JBlond / php-diff

A comprehensive library for generating differences between two strings in multiple formats (unified, side by side HTML etc). Based on the difflib implementation in Python
BSD 3-Clause "New" or "Revised" License
36 stars 4 forks source link

Suitability inquiry: patch generation? #120

Open rulatir opened 1 year ago

rulatir commented 1 year ago

Given file1, file2, file3... on disk and $modifiedContents1, $modifiedContents2, $modifiedContents3... strings (existing ONLY in memory and without ANY file representation), how difficult would it be to use this library to render a standard patch file that would apply the respective modifications to file1, file2, file3... when fed to the standard patch utility?

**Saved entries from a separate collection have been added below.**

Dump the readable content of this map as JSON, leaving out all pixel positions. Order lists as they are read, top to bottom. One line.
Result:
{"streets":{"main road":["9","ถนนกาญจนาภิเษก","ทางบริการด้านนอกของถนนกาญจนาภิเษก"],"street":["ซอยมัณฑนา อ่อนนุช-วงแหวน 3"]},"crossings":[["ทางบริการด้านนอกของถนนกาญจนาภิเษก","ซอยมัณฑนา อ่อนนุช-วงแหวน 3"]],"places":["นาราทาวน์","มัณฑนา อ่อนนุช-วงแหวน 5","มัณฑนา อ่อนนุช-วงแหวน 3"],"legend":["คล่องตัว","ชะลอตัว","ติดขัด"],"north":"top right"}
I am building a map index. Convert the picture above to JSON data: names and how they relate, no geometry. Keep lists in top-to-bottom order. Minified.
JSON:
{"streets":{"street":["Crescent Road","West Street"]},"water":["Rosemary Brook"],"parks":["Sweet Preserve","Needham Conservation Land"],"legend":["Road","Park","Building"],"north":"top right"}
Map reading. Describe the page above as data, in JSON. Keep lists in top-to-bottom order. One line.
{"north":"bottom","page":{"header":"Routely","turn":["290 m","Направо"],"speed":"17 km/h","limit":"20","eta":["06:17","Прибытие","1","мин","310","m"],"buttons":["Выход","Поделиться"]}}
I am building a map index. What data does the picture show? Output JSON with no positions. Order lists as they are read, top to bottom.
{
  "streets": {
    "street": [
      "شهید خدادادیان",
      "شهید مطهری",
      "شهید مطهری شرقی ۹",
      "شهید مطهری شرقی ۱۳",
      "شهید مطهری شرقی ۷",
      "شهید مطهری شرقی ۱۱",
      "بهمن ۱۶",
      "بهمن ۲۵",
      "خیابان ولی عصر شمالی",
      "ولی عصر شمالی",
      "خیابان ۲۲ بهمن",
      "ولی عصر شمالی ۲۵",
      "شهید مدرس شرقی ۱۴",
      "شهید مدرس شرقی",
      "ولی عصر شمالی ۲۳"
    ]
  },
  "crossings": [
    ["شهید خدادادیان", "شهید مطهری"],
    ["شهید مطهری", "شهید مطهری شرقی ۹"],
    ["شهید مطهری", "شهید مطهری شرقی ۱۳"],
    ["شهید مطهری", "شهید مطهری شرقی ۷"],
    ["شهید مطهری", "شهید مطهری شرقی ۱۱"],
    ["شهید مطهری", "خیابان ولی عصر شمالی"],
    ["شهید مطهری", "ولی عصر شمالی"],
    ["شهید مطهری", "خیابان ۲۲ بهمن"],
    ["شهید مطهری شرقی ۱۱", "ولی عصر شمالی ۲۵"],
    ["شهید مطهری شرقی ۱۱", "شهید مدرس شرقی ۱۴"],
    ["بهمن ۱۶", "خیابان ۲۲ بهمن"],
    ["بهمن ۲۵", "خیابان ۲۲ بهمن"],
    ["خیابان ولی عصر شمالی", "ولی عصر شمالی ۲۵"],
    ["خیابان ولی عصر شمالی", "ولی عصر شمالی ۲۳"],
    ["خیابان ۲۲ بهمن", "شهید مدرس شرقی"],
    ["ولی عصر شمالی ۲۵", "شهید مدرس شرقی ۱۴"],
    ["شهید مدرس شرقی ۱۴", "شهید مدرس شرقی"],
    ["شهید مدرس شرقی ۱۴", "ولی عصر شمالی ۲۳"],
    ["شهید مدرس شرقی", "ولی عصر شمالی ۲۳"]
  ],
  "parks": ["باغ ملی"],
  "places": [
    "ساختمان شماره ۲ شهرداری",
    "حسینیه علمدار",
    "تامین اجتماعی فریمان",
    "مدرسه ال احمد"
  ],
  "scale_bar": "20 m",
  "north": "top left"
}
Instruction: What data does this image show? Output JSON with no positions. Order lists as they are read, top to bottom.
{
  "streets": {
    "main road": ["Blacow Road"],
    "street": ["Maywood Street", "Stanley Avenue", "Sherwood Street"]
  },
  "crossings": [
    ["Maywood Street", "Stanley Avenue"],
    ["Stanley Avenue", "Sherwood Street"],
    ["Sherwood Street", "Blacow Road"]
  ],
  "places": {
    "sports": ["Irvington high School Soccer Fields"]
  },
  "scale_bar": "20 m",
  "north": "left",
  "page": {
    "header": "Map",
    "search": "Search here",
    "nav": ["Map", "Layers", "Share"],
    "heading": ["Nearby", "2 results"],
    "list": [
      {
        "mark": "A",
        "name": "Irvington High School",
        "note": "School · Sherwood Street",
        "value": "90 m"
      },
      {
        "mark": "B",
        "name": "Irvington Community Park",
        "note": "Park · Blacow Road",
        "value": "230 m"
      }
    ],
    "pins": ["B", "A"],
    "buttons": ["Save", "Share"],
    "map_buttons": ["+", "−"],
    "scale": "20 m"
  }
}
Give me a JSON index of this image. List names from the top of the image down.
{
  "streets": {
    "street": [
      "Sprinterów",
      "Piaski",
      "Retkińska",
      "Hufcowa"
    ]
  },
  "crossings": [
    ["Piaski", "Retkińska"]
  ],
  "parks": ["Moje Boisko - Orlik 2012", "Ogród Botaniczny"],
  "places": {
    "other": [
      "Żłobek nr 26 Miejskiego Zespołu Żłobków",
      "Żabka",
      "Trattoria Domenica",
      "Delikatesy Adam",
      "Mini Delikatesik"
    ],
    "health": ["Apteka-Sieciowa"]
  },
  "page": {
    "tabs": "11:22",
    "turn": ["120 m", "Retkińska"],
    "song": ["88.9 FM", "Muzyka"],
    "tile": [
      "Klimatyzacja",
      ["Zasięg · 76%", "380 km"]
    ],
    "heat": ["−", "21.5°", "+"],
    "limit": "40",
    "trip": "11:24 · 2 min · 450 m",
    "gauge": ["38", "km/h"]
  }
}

rulatir commented 1 year ago

I tried to concatenate the output of multiple diffs with appropriate headers prepended, but I am facing a difficult issue. The patch format generation seems to require special handling if and only if the following conditions simultaneously hold:

  1. the last line of the file ends up emitted as part of unmodified context of the last change, and
  2. there is no newline at the end of file

This condition is non-trivial to detect, mainly because of the subcondition 1. Some support from the library would be welcome.

JBlond commented 1 year ago

I wonder since the text Unified output is the same as diff -u a.txt b.txt. That output can be used to "feed" patch.

JBlond commented 1 year ago

@rulatir It would be nice to have some example content to look at.

jfcherng commented 1 year ago

I wonder since the text Unified output is the same as diff -u a.txt b.txt. That output can be used to "feed" patch.

Not exactly. You would have to add support for "No newline at end of file" situations, which I did in my lib.

If there is "No newline at end of file" in old.txt, then

--- old.txt     2022-12-04 00:29:52.529176300 +0800
+++ new.txt     2022-12-04 00:29:53.897753600 +0800
@@ -1 +1 @@
-1st
\ No newline at end of file
+1st

If there is "No newline at end of file" in new.txt, then

--- old.txt     2022-12-04 00:28:20.045745500 +0800
+++ new.txt     2022-12-04 00:28:19.206919100 +0800
@@ -1 +1 @@
-1st
+1st
\ No newline at end of file

If both are "No newline at end of file", then

--- old.txt     2022-12-04 00:29:52.529176300 +0800
+++ new.txt     2022-12-04 00:30:52.437851700 +0800
@@ -1 +1 @@
-1st
\ No newline at end of file
+1st added
\ No newline at end of file
JBlond commented 1 year ago

I added the function for that into https://github.com/JBlond/php-diff/tree/php-diff-120 It still must be added to the renderers. PRs are welcomed.

DigiLive commented 1 year ago

@JBlond After a busy period, I have some spare time now to help you out, but I need a heads-up. Please send me an email with whats supposed to happen.

JBlond commented 1 year ago

@DigiLive I did, and I hope that it is clear now. If not, ask rulatir for more details.

DigiLive commented 1 year ago

Nope... it's still not clear to me what's expected to happen. Maybe @rulatir or @jfcherng can elaborate. I need more details than already given.

jfcherng commented 1 year ago

The issue is, this lib doesn't provide the correct Unified output when one of the file has no EOL at EOF.


If https://github.com/JBlond/php-diff/issues/120#issuecomment-1336193044 is not clear enough, then I think you have to diff them with diff -u by yourself.

Here's a sample.zip, just run diff -u old.txt new.txt and see the output (compare with this lib's).


Since I am not really interested in this thread and I think the elaboration is pretty clear. I am leaving.

DigiLive commented 1 year ago

I'm currently looking into this issue. However, my knowledge is about PHP and not diffutils. ;)

It seems like GNU diffutils:

  1. Appends line \ No newline at end of file to the output of a file's last line, if this line doesn't contain EOL characters.
  2. Drops the last line for comparison if it doesn't contain any characters, including EOL.

@JBlond can you confirm my conclusions?

JBlond commented 1 year ago

I'm a bit puzzled by the definition. https://github.com/Distrotech/diffutils/blob/9e70e1ce7aaeff0f9c428d1abc9821589ea054f1/doc/diffutils.texi#L1718-1748

JBlond commented 5 months ago

@DigiLive After reading a gazillion of implementations I can confirm that you are right with your conclusions..